» **Your objective**
In the entries below, find the lines that contain the word "УРОЖАЙНА" and copy them.

(Stored data)
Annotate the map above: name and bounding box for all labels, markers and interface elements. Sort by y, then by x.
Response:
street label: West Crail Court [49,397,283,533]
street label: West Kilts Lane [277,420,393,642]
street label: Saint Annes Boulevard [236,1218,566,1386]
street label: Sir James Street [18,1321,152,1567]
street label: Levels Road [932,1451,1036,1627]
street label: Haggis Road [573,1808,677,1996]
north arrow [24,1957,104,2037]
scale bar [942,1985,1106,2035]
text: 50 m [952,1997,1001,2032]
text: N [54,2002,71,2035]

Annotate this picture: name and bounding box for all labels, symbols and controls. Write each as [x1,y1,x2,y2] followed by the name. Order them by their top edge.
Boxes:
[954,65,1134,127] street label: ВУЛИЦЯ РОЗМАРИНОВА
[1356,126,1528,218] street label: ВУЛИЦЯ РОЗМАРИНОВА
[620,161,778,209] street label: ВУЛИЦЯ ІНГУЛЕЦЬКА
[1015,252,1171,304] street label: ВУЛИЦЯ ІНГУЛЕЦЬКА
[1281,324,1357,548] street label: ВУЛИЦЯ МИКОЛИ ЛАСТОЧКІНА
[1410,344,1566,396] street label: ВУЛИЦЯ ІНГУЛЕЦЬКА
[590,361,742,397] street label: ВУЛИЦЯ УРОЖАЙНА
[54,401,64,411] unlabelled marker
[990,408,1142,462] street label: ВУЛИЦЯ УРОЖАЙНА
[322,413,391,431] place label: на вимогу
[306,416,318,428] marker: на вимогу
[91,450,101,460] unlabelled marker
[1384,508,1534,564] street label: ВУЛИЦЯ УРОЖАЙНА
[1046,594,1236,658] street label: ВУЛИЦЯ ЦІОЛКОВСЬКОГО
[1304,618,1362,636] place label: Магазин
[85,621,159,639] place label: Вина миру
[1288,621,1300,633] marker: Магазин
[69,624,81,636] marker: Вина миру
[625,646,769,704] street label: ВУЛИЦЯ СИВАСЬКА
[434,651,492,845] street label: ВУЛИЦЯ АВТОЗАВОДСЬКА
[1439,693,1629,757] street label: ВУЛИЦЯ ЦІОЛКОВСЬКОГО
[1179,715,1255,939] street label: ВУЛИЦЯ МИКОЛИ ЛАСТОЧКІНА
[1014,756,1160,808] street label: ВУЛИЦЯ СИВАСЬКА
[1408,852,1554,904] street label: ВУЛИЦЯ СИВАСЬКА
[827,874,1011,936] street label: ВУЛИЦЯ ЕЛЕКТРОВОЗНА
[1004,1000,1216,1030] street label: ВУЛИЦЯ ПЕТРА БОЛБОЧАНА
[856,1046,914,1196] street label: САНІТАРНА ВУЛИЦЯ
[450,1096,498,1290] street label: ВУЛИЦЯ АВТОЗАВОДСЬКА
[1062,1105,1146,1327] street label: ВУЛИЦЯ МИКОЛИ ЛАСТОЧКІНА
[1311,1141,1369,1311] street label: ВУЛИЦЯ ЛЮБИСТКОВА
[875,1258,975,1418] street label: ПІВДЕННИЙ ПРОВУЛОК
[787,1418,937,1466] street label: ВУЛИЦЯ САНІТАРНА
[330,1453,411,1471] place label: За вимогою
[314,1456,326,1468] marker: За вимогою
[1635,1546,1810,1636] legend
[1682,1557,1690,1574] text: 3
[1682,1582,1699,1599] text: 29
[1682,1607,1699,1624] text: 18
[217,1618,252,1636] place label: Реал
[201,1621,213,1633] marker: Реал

» **Exercise result**
[590,361,742,397] street label: ВУЛИЦЯ УРОЖАЙНА
[990,408,1142,462] street label: ВУЛИЦЯ УРОЖАЙНА
[1384,508,1534,564] street label: ВУЛИЦЯ УРОЖАЙНА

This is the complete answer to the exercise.